THE TASK — Take each line of the material that includes "from" and copy it.

====== SOURCE RECORDS ======

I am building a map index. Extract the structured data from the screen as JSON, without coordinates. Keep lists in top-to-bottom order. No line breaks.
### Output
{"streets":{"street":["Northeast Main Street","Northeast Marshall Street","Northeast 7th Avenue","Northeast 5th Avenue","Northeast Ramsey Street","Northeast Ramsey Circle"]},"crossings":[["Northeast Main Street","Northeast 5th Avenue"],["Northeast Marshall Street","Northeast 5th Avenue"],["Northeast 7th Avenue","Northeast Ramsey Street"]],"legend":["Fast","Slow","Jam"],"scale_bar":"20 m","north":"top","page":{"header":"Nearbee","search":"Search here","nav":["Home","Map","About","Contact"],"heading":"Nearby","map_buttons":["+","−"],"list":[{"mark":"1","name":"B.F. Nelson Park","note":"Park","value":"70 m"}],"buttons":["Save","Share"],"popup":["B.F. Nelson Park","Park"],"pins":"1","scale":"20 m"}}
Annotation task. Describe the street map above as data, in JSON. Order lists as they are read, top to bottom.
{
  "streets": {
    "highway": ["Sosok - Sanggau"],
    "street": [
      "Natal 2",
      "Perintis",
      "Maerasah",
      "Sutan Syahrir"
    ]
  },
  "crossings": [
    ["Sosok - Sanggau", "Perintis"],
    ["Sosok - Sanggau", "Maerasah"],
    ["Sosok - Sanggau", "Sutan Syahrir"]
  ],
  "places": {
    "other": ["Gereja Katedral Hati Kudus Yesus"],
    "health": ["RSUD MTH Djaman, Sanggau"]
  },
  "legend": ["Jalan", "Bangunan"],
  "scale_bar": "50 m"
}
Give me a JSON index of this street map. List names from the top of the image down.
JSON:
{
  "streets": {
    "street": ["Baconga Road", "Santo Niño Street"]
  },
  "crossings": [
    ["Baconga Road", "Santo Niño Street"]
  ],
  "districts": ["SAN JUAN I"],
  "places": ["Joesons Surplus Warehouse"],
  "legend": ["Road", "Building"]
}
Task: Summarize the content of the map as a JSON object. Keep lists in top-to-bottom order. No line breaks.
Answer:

======

SOLUTION BELOW —
I am building a map index. Extract the structured data from the screen as JSON, without coordinates. Keep lists in top-to-bottom order. No line breaks.
Give me a JSON index of this street map. List names from the top of the image down.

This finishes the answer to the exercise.